Students were asked to develop their rubrics on  Classroom Management:

:-) :-| :-(
  • Students do self-discovery activities.
  • Teacher uses 10 second rule.
  • Be able to get all students engaged.
  • Understanding directions and interested because they see importance.
  • The students are talking to other students about the lesson and asking questions.
  • Creates a safe/welcoming environment and fosters an "I want to try," or "I think I can" atmosphere.
  • Students excited to learn on their own.
  • Mostly teacher-centered.
  • Ignoring actions & sometimes loses cool.
  • Some students are engaged in lesson.
  • Understanding, but no interest while doing work.
  • They seem interested in what you are doing, but don't understand the lesson.
  • Provides a variety of activities and gives learners a choice.
  • Doing the work or trying, but not enjoying it.
  • Completely teacher-centered.
  • Teacher acts impulsively.
  • Majority of the students (or all)  aren't engaged.
  • Lack of understanding, confused as to what they are supposed to do.
  • The students are not talking to one another nor asking questions about the lesson.
  • Has a controlling environments.
  • Students not even trying.

He shared the post from miss brave, a 3rd grade teacher in NYC, on being disengaged.  Engagement as it relates to classroom management.
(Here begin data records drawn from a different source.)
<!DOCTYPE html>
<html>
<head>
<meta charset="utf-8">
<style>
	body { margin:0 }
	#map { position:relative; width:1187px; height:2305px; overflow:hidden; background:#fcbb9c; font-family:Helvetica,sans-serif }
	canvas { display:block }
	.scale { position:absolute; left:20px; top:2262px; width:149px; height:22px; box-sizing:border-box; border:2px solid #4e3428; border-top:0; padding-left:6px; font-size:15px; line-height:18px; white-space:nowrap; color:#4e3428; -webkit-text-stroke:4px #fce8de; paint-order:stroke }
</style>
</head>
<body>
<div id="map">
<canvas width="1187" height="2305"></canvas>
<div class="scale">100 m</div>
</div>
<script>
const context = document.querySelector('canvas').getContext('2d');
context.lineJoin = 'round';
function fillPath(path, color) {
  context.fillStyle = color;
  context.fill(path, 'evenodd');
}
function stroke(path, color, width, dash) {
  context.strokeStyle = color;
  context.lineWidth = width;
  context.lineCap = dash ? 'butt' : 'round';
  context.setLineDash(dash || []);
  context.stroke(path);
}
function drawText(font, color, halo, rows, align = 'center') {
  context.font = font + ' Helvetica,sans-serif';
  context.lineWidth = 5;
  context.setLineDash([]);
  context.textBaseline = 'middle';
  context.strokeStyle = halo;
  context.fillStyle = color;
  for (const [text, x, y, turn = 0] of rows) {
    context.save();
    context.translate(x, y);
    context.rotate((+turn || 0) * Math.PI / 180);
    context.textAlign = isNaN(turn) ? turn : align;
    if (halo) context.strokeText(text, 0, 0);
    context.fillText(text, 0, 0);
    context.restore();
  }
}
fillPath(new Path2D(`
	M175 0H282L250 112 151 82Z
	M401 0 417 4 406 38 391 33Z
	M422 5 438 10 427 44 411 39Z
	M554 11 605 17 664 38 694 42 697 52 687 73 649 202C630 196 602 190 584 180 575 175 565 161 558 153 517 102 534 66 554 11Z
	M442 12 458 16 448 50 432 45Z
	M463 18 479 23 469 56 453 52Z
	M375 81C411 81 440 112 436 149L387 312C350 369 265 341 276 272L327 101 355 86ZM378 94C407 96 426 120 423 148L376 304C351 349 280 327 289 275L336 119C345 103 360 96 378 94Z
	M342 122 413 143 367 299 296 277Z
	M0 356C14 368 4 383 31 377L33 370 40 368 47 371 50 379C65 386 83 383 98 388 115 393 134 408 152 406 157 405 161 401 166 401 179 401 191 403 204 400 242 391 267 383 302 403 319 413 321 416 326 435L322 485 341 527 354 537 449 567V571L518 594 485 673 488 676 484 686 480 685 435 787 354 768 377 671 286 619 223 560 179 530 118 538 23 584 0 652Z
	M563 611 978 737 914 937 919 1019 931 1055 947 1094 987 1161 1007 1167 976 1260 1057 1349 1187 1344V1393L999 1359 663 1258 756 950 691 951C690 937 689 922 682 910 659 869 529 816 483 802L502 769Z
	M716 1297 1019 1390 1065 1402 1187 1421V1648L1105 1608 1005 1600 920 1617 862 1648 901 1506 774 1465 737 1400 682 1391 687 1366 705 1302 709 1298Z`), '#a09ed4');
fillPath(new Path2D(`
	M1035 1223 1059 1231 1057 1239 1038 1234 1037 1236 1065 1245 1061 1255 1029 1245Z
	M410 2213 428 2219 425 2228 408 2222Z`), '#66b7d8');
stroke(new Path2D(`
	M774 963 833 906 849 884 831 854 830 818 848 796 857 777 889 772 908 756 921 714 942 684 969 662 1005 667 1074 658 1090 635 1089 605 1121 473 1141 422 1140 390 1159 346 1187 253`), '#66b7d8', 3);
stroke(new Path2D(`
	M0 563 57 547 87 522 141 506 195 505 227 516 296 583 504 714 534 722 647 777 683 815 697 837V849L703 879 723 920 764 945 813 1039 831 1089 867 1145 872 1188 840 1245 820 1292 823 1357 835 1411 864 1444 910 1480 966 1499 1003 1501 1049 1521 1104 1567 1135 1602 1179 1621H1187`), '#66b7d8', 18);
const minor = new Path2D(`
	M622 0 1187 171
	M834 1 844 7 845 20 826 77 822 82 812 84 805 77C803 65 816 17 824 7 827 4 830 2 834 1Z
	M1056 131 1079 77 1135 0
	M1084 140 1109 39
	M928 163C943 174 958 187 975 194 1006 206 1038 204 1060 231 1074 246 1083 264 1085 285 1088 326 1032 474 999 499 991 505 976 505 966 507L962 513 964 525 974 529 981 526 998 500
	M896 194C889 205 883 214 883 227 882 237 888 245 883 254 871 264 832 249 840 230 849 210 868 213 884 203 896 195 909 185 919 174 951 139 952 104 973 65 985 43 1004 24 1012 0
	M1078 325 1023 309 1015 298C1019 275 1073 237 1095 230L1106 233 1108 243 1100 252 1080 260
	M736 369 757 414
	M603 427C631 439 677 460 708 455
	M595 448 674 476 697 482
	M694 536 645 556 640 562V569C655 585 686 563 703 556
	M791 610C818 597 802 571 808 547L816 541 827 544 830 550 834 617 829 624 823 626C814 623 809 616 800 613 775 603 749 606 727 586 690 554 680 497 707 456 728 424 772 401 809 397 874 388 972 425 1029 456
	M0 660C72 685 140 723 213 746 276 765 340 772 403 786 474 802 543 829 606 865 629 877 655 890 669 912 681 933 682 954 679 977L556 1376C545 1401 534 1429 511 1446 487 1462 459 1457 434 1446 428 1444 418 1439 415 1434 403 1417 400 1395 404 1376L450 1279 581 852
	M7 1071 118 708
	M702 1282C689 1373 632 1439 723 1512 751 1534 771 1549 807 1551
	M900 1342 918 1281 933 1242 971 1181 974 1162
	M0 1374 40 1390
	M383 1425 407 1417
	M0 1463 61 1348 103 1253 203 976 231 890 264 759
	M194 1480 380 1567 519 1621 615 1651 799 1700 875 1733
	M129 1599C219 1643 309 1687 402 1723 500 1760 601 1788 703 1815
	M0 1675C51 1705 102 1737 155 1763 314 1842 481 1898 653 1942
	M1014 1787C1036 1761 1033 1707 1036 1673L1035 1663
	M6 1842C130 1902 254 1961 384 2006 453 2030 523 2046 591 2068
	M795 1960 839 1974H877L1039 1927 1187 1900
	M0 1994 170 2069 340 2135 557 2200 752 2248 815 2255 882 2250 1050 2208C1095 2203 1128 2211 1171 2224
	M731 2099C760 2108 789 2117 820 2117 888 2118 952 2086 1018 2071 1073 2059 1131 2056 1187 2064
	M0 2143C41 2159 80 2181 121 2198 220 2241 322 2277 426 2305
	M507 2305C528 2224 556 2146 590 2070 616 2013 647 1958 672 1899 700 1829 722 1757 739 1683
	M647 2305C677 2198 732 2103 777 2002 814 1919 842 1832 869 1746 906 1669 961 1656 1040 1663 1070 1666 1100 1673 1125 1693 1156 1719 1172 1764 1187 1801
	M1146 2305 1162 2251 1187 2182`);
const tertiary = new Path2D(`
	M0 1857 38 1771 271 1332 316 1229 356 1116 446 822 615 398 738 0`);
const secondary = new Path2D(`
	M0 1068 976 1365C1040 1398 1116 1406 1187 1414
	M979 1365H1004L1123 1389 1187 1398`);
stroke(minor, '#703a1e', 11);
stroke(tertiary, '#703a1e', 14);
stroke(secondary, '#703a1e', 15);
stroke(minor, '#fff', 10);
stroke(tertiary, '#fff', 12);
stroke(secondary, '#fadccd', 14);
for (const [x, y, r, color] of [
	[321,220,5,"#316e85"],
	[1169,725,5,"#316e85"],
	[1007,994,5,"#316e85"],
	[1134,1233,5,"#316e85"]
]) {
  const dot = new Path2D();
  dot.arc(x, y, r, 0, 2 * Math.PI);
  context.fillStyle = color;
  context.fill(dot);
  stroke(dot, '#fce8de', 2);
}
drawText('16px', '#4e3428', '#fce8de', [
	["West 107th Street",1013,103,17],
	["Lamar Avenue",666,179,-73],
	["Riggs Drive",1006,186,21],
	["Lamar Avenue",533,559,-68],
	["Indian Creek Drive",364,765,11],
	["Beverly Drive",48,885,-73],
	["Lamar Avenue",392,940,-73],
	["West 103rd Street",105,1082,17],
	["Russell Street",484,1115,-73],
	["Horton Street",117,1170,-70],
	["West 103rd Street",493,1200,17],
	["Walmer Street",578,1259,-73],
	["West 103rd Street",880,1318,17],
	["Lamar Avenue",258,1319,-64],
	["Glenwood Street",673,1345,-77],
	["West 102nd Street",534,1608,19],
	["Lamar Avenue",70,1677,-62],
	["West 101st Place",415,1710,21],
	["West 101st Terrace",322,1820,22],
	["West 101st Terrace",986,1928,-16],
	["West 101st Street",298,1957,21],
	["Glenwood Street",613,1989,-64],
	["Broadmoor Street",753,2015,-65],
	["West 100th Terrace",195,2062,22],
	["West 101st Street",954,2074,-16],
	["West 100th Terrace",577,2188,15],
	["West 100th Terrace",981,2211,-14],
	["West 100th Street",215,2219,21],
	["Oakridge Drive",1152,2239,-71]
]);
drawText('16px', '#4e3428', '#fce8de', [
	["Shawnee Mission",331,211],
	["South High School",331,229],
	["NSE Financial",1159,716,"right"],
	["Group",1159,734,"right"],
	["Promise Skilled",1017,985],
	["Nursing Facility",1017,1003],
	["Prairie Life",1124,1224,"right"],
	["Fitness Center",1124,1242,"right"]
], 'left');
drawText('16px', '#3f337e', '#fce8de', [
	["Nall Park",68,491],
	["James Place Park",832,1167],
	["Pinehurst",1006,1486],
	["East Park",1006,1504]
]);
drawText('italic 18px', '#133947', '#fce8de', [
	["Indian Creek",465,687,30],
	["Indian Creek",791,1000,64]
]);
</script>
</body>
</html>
Finally, he demonstrated what his lesson planning was like in different stages of his career.  (Hopefully we'll have video of this, also.)  We can use the rubric as a landscape of progression.  What does it mean to plan? What am I focusing on at each stage?




:-)
  • "The learner will..." objectives! 
  • Letting learners take control of their learning. 
  • Tied everything to content, but also what you wanted your students to look at beyond that. 
  • Evaluation process with students: can, trying, next 
  • Better understanding of these particular learners, not just prior students.
:-|
  • Looked at what prior knowledge students might have and how it related. (Launch) 
  • Started to put more emphasis on reasoning and justification - process in general. 
  • More thinking about how students would respond. Changing questions to better suit students. 
  • Making changes based on what happened last time. 
  • Used words like 'construct' and 'consolidate.' More comfortable with some educational theory. 
  • More of probing for understanding. More assessment.
:-(
  • Focusing on yourself and what you were doing. Teacher centered. 
  • No objectives. 
  • Close to what the book had in place. 
  • There wasn't much wiggle room for how the lesson could be individualized, or varied depending on how the lesson goes. 
  • Lesson plan is vague. A substitute would have no idea what to expect in terms of student difficulties.

We have to start by beginning with ourselves.  Those are bad words - teacher centered - but it's where he had to start.  "Constructivism gone mad," when he tried to jump right to student centered.  I go through these stages more quickly, but still go through them.

A student pointed out that there should also be progress throughout the year. Yes!  Gradual release... but that's for another day.

1 comment:

  1. Oh my, you guys really have been listening! This is an awesome reflection and resource. Nicely done, to both of you!